Once you reach the line containing "Detect all text", reproduce it and every later line exactly, through the end of the data.

DATA
══════

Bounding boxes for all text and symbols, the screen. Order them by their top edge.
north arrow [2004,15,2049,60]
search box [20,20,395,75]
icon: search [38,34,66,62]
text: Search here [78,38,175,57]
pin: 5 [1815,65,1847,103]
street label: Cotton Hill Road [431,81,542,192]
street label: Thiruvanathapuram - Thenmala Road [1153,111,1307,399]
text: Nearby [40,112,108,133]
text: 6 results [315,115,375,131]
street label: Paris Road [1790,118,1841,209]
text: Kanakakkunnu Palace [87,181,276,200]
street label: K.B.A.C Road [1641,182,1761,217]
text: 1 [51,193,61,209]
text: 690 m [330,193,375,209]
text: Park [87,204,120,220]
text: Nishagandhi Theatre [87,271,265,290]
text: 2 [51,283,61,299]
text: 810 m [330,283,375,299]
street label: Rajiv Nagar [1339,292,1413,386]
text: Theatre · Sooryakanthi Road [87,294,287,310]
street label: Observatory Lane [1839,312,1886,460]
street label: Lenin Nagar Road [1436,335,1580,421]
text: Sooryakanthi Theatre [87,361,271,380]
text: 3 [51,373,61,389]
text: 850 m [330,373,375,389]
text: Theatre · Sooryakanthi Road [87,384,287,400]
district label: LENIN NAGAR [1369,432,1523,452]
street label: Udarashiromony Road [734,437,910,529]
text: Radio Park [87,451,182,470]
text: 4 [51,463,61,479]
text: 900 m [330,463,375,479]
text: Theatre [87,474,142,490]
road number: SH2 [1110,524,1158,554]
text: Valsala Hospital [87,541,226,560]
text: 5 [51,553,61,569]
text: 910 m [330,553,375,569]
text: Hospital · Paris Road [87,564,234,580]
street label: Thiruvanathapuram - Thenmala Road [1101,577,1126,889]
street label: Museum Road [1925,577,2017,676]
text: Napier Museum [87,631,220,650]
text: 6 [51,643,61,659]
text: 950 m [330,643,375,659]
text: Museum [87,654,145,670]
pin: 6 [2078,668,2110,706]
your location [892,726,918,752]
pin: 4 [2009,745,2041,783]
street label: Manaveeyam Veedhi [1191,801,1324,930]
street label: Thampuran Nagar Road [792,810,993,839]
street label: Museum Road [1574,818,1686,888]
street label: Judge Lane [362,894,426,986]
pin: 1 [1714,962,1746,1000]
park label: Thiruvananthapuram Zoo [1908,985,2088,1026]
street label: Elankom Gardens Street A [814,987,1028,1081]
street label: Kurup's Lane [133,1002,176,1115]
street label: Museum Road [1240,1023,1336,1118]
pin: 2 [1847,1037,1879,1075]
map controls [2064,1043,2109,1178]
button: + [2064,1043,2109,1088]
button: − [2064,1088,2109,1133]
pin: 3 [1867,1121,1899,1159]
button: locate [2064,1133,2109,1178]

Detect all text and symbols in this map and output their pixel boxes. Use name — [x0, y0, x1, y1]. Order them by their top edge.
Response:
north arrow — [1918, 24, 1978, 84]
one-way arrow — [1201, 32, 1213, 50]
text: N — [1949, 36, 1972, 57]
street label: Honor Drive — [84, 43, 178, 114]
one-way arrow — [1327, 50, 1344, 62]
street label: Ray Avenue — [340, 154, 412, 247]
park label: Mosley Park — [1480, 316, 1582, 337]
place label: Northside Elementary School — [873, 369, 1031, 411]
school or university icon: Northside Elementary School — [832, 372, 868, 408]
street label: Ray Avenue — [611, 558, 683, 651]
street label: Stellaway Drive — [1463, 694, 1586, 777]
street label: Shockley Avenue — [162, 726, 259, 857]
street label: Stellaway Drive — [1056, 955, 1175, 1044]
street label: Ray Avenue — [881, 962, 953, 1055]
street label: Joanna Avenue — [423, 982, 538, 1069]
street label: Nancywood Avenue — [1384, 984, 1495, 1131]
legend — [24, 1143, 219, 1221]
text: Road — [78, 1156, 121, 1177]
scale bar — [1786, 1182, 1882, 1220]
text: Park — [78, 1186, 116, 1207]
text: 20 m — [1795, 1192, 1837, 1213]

══════

EXERCISE RESULT
Detect all text and symbols in this map and output their pixel boxes. Use name — [x0, y0, x1, y1]. Order them by their top edge.
Response:
north arrow — [1918, 24, 1978, 84]
one-way arrow — [1201, 32, 1213, 50]
text: N — [1949, 36, 1972, 57]
street label: Honor Drive — [84, 43, 178, 114]
one-way arrow — [1327, 50, 1344, 62]
street label: Ray Avenue — [340, 154, 412, 247]
park label: Mosley Park — [1480, 316, 1582, 337]
place label: Northside Elementary School — [873, 369, 1031, 411]
school or university icon: Northside Elementary School — [832, 372, 868, 408]
street label: Ray Avenue — [611, 558, 683, 651]
street label: Stellaway Drive — [1463, 694, 1586, 777]
street label: Shockley Avenue — [162, 726, 259, 857]
street label: Stellaway Drive — [1056, 955, 1175, 1044]
street label: Ray Avenue — [881, 962, 953, 1055]
street label: Joanna Avenue — [423, 982, 538, 1069]
street label: Nancywood Avenue — [1384, 984, 1495, 1131]
legend — [24, 1143, 219, 1221]
text: Road — [78, 1156, 121, 1177]
scale bar — [1786, 1182, 1882, 1220]
text: Park — [78, 1186, 116, 1207]
text: 20 m — [1795, 1192, 1837, 1213]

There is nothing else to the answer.